Keine Lohnfortzahlung bei Krankmeldung nach Tätowierung

Arbeitsrecht

Arbeitnehmer, die infolge von Tätowierungs-Komplikationen arbeitsunfähig werden, haben keinen Anspruch auf Entgeltfortzahlung im Krankheitsfall. Das Landesarbeitsgericht (LAG) Schleswig-Holstein hat am 22. Mai 2025 diese wegweisende Entscheidung gefällt (Az. 5 Sa 284 a/24).

Tätowierung mit Folgen – der Fall

Die Klägerin war als Pflegehilfskraft beschäftigt und ließ sich am Unterarm ein Tattoo stechen. Kurz danach entzündete sich die tätowierte Hautstelle, was eine mehrtägige Arbeitsunfähigkeit zur Folge hatte. Die Klägerin verlangte daraufhin Lohnfortzahlung vom Arbeitgeber gemäß § 3 Abs.  1 Entgeltfortzahlungsgesetz (EFZG).

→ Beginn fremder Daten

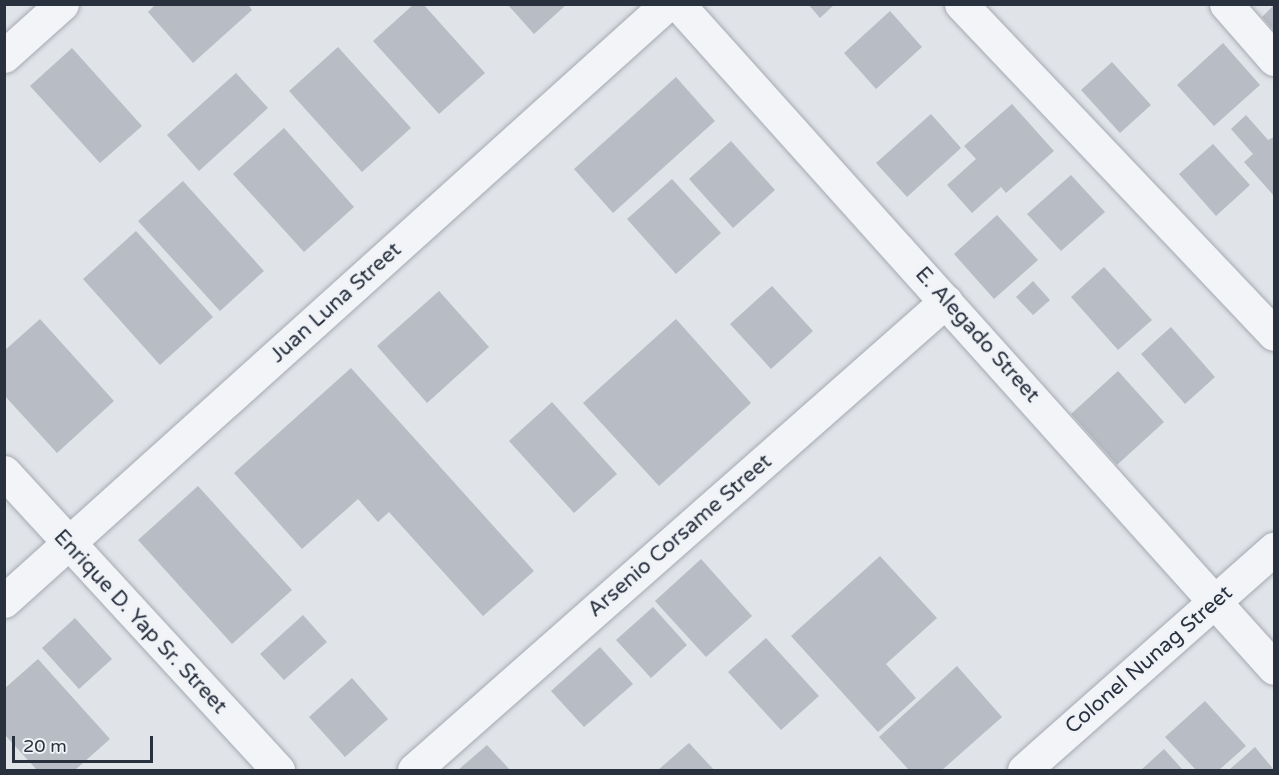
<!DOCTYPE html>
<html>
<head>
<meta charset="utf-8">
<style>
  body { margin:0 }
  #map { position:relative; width:1279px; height:775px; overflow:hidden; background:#e0e3e8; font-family:"Varela Round",sans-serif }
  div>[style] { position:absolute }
  .building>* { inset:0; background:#b7bcc5 }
  .roads { filter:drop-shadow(0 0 2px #a5aab2) drop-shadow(0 0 2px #a5aab2) }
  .minor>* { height:33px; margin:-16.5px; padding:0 16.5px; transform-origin:16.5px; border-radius:16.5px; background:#f2f4f7 }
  span { translate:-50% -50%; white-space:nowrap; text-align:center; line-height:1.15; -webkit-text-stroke:5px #eff2f6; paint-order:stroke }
  .street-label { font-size:21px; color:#29313f }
  .frame { position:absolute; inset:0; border:6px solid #29313f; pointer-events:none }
  .scale { position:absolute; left:12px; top:736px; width:141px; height:27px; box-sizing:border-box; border:3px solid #29313f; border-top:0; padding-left:8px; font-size:18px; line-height:21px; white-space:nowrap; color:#29313f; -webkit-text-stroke:4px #eff2f6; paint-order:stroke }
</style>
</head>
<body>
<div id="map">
  <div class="building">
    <i style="clip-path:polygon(156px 4px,248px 4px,252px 10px,193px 63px,148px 12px)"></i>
    <i style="clip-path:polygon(414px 4px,423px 4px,485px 73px,439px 114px,373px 41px)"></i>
    <i style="clip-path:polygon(507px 4px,567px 4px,534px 34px)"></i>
    <i style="clip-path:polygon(808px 4px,835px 4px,820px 18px)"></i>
    <i style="clip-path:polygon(1274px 5px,1274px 31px,1262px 17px)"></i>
    <i style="clip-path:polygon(890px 11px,922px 47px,876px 89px,844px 53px)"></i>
    <i style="clip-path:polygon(1223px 43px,1260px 85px,1214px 126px,1177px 85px)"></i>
    <i style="clip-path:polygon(338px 47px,411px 128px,362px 172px,289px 91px)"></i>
    <i style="clip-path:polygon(72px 48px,142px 126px,100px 163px,30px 86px)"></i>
    <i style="clip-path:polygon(1112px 62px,1151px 105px,1120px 133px,1081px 90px)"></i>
    <i style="clip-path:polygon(236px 73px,268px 108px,199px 171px,167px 135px)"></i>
    <i style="clip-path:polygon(676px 77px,715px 121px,613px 213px,574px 169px)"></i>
    <i style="clip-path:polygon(1012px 104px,1054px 151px,1006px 193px,1001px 187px,972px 213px,947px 185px,976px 159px,964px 146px)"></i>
    <i style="clip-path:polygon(931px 114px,961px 148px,907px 197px,876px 163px)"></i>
    <i style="clip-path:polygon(1246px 115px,1268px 140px,1274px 137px,1274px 196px,1244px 162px,1253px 154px,1231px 129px)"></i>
    <i style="clip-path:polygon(284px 128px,354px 207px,304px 252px,233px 174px)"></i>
    <i style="clip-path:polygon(731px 141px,775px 190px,733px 228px,689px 179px)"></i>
    <i style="clip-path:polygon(1213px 144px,1250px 185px,1216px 216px,1179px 174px)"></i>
    <i style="clip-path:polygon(1071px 175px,1105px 212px,1061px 251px,1027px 214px)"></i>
    <i style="clip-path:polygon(672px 179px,721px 233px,676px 274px,627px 219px)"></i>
    <i style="clip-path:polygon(183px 181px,264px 271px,220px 311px,138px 221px)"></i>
    <i style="clip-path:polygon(997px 215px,1038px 260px,994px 299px,954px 254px)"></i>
    <i style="clip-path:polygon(136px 231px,213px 317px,160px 365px,83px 279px)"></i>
    <i style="clip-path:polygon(1104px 267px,1152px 320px,1118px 350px,1071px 297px)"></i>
    <i style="clip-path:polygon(1033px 281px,1050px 300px,1033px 315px,1016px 297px)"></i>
    <i style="clip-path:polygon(772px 286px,813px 331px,771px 369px,730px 324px)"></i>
    <i style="clip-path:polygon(439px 291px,489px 347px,427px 403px,377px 346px)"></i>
    <i style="clip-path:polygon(40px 319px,114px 401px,57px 453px,4px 395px,4px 351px)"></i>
    <i style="clip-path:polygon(676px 319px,751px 403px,659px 486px,583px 403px)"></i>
    <i style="clip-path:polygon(1171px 327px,1215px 377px,1185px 404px,1141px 354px)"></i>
    <i style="clip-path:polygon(351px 368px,534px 571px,483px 616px,389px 512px,378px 522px,358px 499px,302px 549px,234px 473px)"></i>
    <i style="clip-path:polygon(1118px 371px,1164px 422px,1117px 465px,1071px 414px)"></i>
    <i style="clip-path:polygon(552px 402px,617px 474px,574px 513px,509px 441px)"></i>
    <i style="clip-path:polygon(198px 486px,292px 590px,232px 644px,138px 540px)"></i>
    <i style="clip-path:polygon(880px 556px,937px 618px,886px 664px,916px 698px,878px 732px,791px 636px)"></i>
    <i style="clip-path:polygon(701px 559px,752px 616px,706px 657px,655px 601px)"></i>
    <i style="clip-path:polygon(653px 607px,687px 645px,651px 678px,616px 640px)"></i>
    <i style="clip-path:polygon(303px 615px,327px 642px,284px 680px,260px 654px)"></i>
    <i style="clip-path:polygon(75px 618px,112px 659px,79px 689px,42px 648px)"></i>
    <i style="clip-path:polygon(766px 638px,819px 696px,781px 730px,728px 672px)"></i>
    <i style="clip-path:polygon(600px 647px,633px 684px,584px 727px,551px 691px)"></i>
    <i style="clip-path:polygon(38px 659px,110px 739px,75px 770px,37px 770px,4px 734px,4px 689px)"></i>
    <i style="clip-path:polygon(957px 666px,1002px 717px,942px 770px,909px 770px,879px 737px)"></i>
    <i style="clip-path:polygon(352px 678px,388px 719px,345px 757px,309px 717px)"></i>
    <i style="clip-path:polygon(1205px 701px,1246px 746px,1219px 770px,1196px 770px,1165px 737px)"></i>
    <i style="clip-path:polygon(689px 743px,714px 770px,658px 770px)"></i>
    <i style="clip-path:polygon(487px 745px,510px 770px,458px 770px)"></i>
    <i style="clip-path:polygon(1255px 747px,1274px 770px,1229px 770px)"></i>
    <i style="clip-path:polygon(1164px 749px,1183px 770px,1141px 770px)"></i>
  </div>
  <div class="roads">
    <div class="minor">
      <i style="left:678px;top:4px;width:892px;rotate:48.09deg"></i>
      <i style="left:961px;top:4px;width:455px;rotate:46.5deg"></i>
      <i style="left:1226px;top:4px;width:73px;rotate:48.9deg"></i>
      <i style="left:4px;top:56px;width:78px;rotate:-41.9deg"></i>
      <i style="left:4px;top:472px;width:405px;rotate:47.4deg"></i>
      <i style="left:4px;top:601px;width:892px;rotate:-42deg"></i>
      <i style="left:414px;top:770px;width:709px;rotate:-41.4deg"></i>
      <i style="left:1024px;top:770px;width:334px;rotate:-41.5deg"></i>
    </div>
  </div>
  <div class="street-label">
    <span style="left:336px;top:303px;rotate:-42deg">Juan Luna Street</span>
    <span style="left:977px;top:335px;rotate:48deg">E. Alegado Street</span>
    <span style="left:680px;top:536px;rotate:-41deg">Arsenio Corsame Street</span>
    <span style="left:140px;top:622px;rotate:47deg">Enrique D. Yap Sr. Street</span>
    <span style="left:1149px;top:660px;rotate:-41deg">Colonel Nunag Street</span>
  </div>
  <div class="frame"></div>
  <div class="scale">20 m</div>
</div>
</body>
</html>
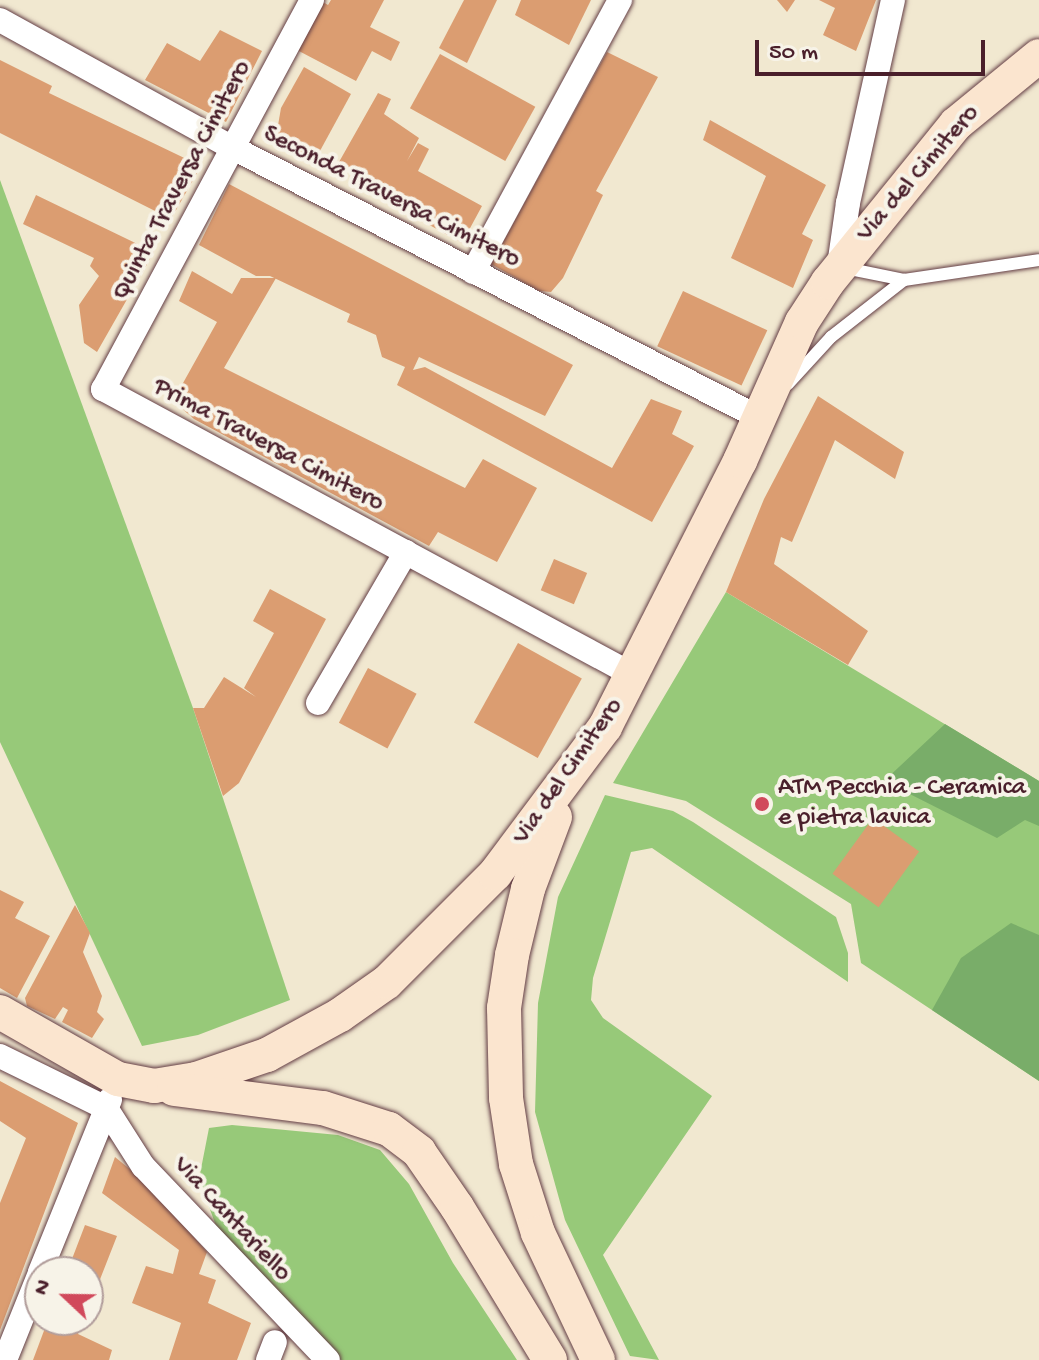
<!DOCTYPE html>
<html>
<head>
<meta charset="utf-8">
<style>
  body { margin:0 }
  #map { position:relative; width:1039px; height:1360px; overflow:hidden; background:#f1e8d0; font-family:"Gochi Hand",sans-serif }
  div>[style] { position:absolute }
  .green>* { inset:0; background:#97c979 }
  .forest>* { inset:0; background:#79ad69 }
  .building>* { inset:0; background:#db9d71; transform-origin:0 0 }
  .roads { filter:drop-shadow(0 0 2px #633d44) drop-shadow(0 0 2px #633d44) }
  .lane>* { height:12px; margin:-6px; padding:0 6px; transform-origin:6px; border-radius:6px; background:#fff }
  .street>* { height:24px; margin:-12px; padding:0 12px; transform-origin:12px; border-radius:12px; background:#fff }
  .secondary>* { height:34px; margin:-17px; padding:0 17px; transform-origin:17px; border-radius:17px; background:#fbe5cf }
  .dots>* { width:22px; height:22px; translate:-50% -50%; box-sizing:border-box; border:4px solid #f7f3e8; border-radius:50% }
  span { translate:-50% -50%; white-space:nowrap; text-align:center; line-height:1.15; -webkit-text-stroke:8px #f7f3e8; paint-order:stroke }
  .street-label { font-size:26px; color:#4a1f2b }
  .poi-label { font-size:26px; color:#4a1f2b }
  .left { translate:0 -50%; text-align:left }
  .north { position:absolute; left:24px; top:1256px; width:80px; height:80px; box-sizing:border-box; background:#f7f3e8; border:2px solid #b29e9c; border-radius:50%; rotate:292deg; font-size:22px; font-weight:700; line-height:32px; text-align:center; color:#4a1f2b }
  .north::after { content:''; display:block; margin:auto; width:28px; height:36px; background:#d1495b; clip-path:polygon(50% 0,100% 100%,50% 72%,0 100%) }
  .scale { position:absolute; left:755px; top:40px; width:230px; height:36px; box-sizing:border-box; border:4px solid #4a1f2b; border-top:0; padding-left:10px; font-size:24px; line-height:28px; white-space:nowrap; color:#4a1f2b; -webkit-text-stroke:6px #f7f3e8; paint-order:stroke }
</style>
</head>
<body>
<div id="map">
  <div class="green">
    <i style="clip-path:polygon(0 180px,193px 708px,290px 1000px,198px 1035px,142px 1046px,0 742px)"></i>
    <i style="clip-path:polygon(726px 592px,1039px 781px,1039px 1081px,861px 963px,851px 904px,686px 801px,613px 783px)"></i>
    <i style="clip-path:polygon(605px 795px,673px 811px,693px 822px,836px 917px,848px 953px,848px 982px,652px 848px,631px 852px,593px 978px,591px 1000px,603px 1018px,712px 1096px,603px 1255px,659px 1360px,630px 1356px,565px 1220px,535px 1112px,538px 1003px,558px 897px)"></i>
    <i style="clip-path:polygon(232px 1125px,338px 1135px,380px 1150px,409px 1184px,453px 1263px,517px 1360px,341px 1360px,220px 1237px,199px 1179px,209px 1128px)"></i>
  </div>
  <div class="forest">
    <i style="clip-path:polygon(945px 724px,1039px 781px,1039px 826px,1025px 820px,997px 838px,884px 781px)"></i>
    <i style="clip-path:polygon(1011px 923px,1039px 935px,1039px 1081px,932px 1010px,961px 958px)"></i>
  </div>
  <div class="building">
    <i style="clip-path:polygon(331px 0,384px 0,370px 27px,400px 42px,391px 61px,372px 51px,356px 81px,297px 50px,323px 2px,328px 5px)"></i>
    <i style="clip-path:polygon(464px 0,497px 0,467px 63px,439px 48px)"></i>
    <i style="clip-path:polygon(521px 0,591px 0,569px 45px,515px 15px)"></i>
    <i style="clip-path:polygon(777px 0,795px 0,787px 12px)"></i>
    <i style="clip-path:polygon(819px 0,876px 0,856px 51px,823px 35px,835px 8px)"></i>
    <i style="clip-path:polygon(220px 30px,262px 51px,226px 122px,145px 80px,167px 43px,200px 61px)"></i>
    <i style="clip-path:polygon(607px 52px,658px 77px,596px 191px,603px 195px,563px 278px,551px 292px,539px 291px,491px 264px)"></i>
    <i style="left:440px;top:54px;width:109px;height:62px;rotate:29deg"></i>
    <i style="clip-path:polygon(0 60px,52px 86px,49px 93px,201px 166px,171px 219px,0 133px)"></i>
    <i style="clip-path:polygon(304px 67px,351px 94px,315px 160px,276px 137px,281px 108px)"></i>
    <i style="clip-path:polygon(378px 93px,391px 99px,384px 114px,419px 138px,407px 161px,418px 143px,429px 149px,418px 171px,482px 206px,462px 243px,386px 201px,392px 190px,339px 162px)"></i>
    <i style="clip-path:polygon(710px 120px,826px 185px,802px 234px,813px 240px,793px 288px,731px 258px,766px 176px,703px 140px)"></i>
    <i style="clip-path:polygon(229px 184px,573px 365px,545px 416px,419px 357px,413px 370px,425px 367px,612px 468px,651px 399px,682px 411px,672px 434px,694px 446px,652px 522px,397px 385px,405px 367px,382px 357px,376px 335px,347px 322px,350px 314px,270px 276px,256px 276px,199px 245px)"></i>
    <i style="clip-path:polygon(36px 195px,154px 252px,97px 352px,84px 343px,79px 305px,99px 276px,90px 266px,94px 258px,23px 224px)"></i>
    <i style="clip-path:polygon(192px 271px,232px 294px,241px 278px,276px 278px,224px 368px,465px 488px,483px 459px,537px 488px,497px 562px,438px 532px,429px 546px,194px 419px,173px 401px,217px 322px,179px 301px)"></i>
    <i style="left:683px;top:291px;width:93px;height:61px;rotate:25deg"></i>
    <i style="clip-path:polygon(818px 396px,904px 452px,895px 479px,835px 440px,792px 542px,781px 537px,774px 564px,868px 631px,848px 665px,726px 592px,764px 499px)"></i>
    <i style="left:554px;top:559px;width:36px;height:34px;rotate:23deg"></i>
    <i style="clip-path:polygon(270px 589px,326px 619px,239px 783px,223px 796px,193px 708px,204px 708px,224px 677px,256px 697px,244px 688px,274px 633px,253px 621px)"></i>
    <i style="left:518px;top:643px;width:73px;height:91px;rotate:29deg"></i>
    <i style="left:368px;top:668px;width:55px;height:62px;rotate:28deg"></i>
    <i style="left:873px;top:818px;width:57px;height:69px;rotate:36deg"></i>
    <i style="clip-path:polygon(0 890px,24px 902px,15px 918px,50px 936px,17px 998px,0 988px)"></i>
    <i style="clip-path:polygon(75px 905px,90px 933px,83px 952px,102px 996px,97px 1012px,104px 1019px,92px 1038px,62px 1022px,68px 1010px,63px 1007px,55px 1019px,27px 1006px,25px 998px)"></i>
    <i style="clip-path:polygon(0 1081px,78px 1123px,0 1330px,0 1203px,26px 1138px,0 1121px)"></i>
    <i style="clip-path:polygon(115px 1157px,143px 1180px,207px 1252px,199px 1274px,216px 1280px,208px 1303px,251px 1323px,237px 1360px,169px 1360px,181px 1323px,132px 1303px,146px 1266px,173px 1274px,179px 1250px,102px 1193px)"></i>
    <i style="clip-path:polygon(85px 1225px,117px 1236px,88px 1310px,88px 1272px,67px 1272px)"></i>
    <i style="clip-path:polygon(48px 1320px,84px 1320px,78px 1334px,112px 1350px,109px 1360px,33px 1360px)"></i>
  </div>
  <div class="roads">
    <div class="lane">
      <i style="left:845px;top:268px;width:60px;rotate:11.5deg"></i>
      <i style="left:904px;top:280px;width:136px;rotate:-8.4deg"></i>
      <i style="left:788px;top:384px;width:64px;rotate:-47.5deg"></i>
      <i style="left:831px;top:337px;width:93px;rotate:-38deg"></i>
    </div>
    <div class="street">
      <i style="left:312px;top:0;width:442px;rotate:118.2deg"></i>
      <i style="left:103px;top:389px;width:602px;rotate:28.35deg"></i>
      <i style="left:0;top:20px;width:266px;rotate:28.8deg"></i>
      <i style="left:233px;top:148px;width:592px;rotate:27.13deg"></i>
      <i style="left:839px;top:266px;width:64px;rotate:-81.9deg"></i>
      <i style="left:848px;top:203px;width:208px;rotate:-77.5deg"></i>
      <i style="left:473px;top:272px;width:309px;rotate:-61.6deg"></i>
      <i style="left:318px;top:703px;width:175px;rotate:-59.8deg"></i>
      <i style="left:0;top:1056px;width:118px;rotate:26.1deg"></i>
      <i style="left:106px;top:1108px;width:69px;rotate:57.5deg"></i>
      <i style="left:143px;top:1166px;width:268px;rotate:46.4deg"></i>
      <i style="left:40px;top:1272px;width:186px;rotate:-67.9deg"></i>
      <i style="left:5px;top:1360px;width:94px;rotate:-68.1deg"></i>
      <i style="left:268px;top:1360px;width:19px;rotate:-69deg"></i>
    </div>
    <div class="secondary">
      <i style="left:555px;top:817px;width:77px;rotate:110.6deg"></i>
      <i style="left:528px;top:889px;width:68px;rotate:103.6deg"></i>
      <i style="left:512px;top:955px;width:54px;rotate:98.6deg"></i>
      <i style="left:504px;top:1008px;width:90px;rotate:88.7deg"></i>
      <i style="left:506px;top:1098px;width:67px;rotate:81.4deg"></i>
      <i style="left:516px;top:1164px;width:72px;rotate:72.3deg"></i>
      <i style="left:538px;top:1233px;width:140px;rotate:64.7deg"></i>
      <i style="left:0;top:1012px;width:136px;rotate:29.6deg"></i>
      <i style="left:118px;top:1079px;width:37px;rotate:11deg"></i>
      <i style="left:154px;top:1086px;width:43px;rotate:-9.5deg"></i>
      <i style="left:196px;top:1079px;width:75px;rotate:-18.7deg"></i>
      <i style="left:267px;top:1055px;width:83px;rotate:-28.7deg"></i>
      <i style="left:340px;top:1015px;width:57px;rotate:-35.1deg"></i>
      <i style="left:387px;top:982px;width:153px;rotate:-45deg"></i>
      <i style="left:495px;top:874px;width:184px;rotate:-53.2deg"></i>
      <i style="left:605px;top:727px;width:298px;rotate:-63.1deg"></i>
      <i style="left:740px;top:461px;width:152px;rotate:-66deg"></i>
      <i style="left:802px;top:322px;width:48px;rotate:-57deg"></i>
      <i style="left:828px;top:282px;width:203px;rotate:-51deg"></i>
      <i style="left:956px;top:124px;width:107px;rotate:-39.3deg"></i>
      <i style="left:174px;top:1089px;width:150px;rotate:7.3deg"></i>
      <i style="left:323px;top:1108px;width:69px;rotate:17.7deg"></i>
      <i style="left:389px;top:1129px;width:38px;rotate:37deg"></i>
      <i style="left:419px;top:1152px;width:67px;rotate:55.4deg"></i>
      <i style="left:457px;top:1207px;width:179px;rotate:58.7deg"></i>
    </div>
  </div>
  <div class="dots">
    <i style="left:762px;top:804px;background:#d1495b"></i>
  </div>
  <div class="street-label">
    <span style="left:919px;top:174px;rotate:-49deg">Via del Cimitero</span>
    <span style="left:183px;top:181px;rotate:-62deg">Quinta Traversa Cimitero</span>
    <span style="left:391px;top:198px;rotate:27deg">Seconda Traversa Cimitero</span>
    <span style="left:268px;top:446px;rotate:28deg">Prima Traversa Cimitero</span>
    <span style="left:569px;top:772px;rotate:-55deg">Via del Cimitero</span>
    <span style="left:231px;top:1220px;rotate:47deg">Via Cantariello</span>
  </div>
  <div class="poi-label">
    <span class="left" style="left:778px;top:804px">ATM Pecchia - Ceramica<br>e pietra lavica</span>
  </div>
  <div class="north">N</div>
  <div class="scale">50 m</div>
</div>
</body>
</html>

Gericht sieht grobe Fahrlässigkeit

Das LAG Schleswig-Holstein wies die Klage ab. Nach Auffassung des Gerichts war die Arbeitsunfähigkeit auf grob fahrlässiges Verhalten der Klägerin zurückzuführen. Die Richter begründeten dies folgendermaßen:

  • Verschulden der Arbeitnehmerin: Durch die bewusste Entscheidung für die Tätowierung nahm die Klägerin das Risiko einer Hautentzündung billigend in Kauf.
  • Komplikationen sind häufig: Laut Studien treten Entzündungen oder ähnliche Komplikationen in bis zu 5 % aller Fälle auf – dies wertete das Gericht als „häufig“ und damit vorhersehbar.
  • Gesundheitsverstoß: Wer sich freiwillig einer Prozedur unterzieht, die in das eigene Gesundheitsinteresse eingreift, handelt grob fahrlässig, wenn daraus gesundheitsschädliche Folgen entstehen.
  • Komplikationen sind „tatbestandlich angelegt“: Die Möglichkeit einer Infektion ist zwangsläufige Folge der mit einer Tätowierung verbundenen Hautverletzung.

Bedeutung für Arbeitnehmer

Dieses Urteil stellt klar: Wer aus freien Stücken Gesundheitsrisiken wie eine Tätowierung eingeht, muss im Fall einer damit verbundenen Erkrankung für den Verdienstausfall selbst aufkommen. Arbeitgeber sind in solchen Fällen nicht zur Lohnfortzahlung verpflichtet. Arbeitnehmer sollten Komplikationsrisiken daher stets sorgfältig abwägen, insbesondere wenn eine Erkrankung beeinflusst werden könnte.

Fazit

Das Urteil zeigt, dass persönliche Entscheidungen mit vorhersehbaren Risiken auch arbeitsrechtliche Konsequenzen haben können. Tätowierungs-Komplikationen zählen nach Auffassung des LAG Schleswig-Holstein nicht mehr zu den „unverschuldeten“ Krankheiten im Sinne des Entgeltfortzahlungsgesetzes.

Die Entscheidung ist nicht nur thematisch brisant, sondern auch juristisch bemerkenswert, denn es wurde ein sogenanntes Verschulden gegen sich selbst bejaht – bislang war das nur in extremen Ausnahmefällen denkbar. Das Gericht sah in der Tätowierung ein vermeidbares Risiko und bewertete die resultierende Erkrankung daher als selbstverschuldet.

Doch wie weit lässt sich diese Argumentation übertragen? Was wäre etwa bei einer ästhetischen Nasenoperation, die medizinisch nicht zwingend erforderlich ist, aber das Selbstwertgefühl stärkt? Auch hier besteht ein Gesundheitsrisiko – das Urteil könnte also Signalwirkung entfalten. Die rechtliche Einordnung solcher Fälle bleibt spannend und rechtlich heikel.

Unser Tipp für Arbeitnehmer: Wenn Sie eine nicht medizinisch notwendige Behandlung planen – sei es aus ästhetischen oder anderen persönlichen Gründen – bedenken Sie mögliche arbeitsrechtliche Folgen. Im Zweifel lohnt sich eine frühzeitige rechtliche Beratung, um späteren Streit über die Lohnfortzahlung vorzubeugen.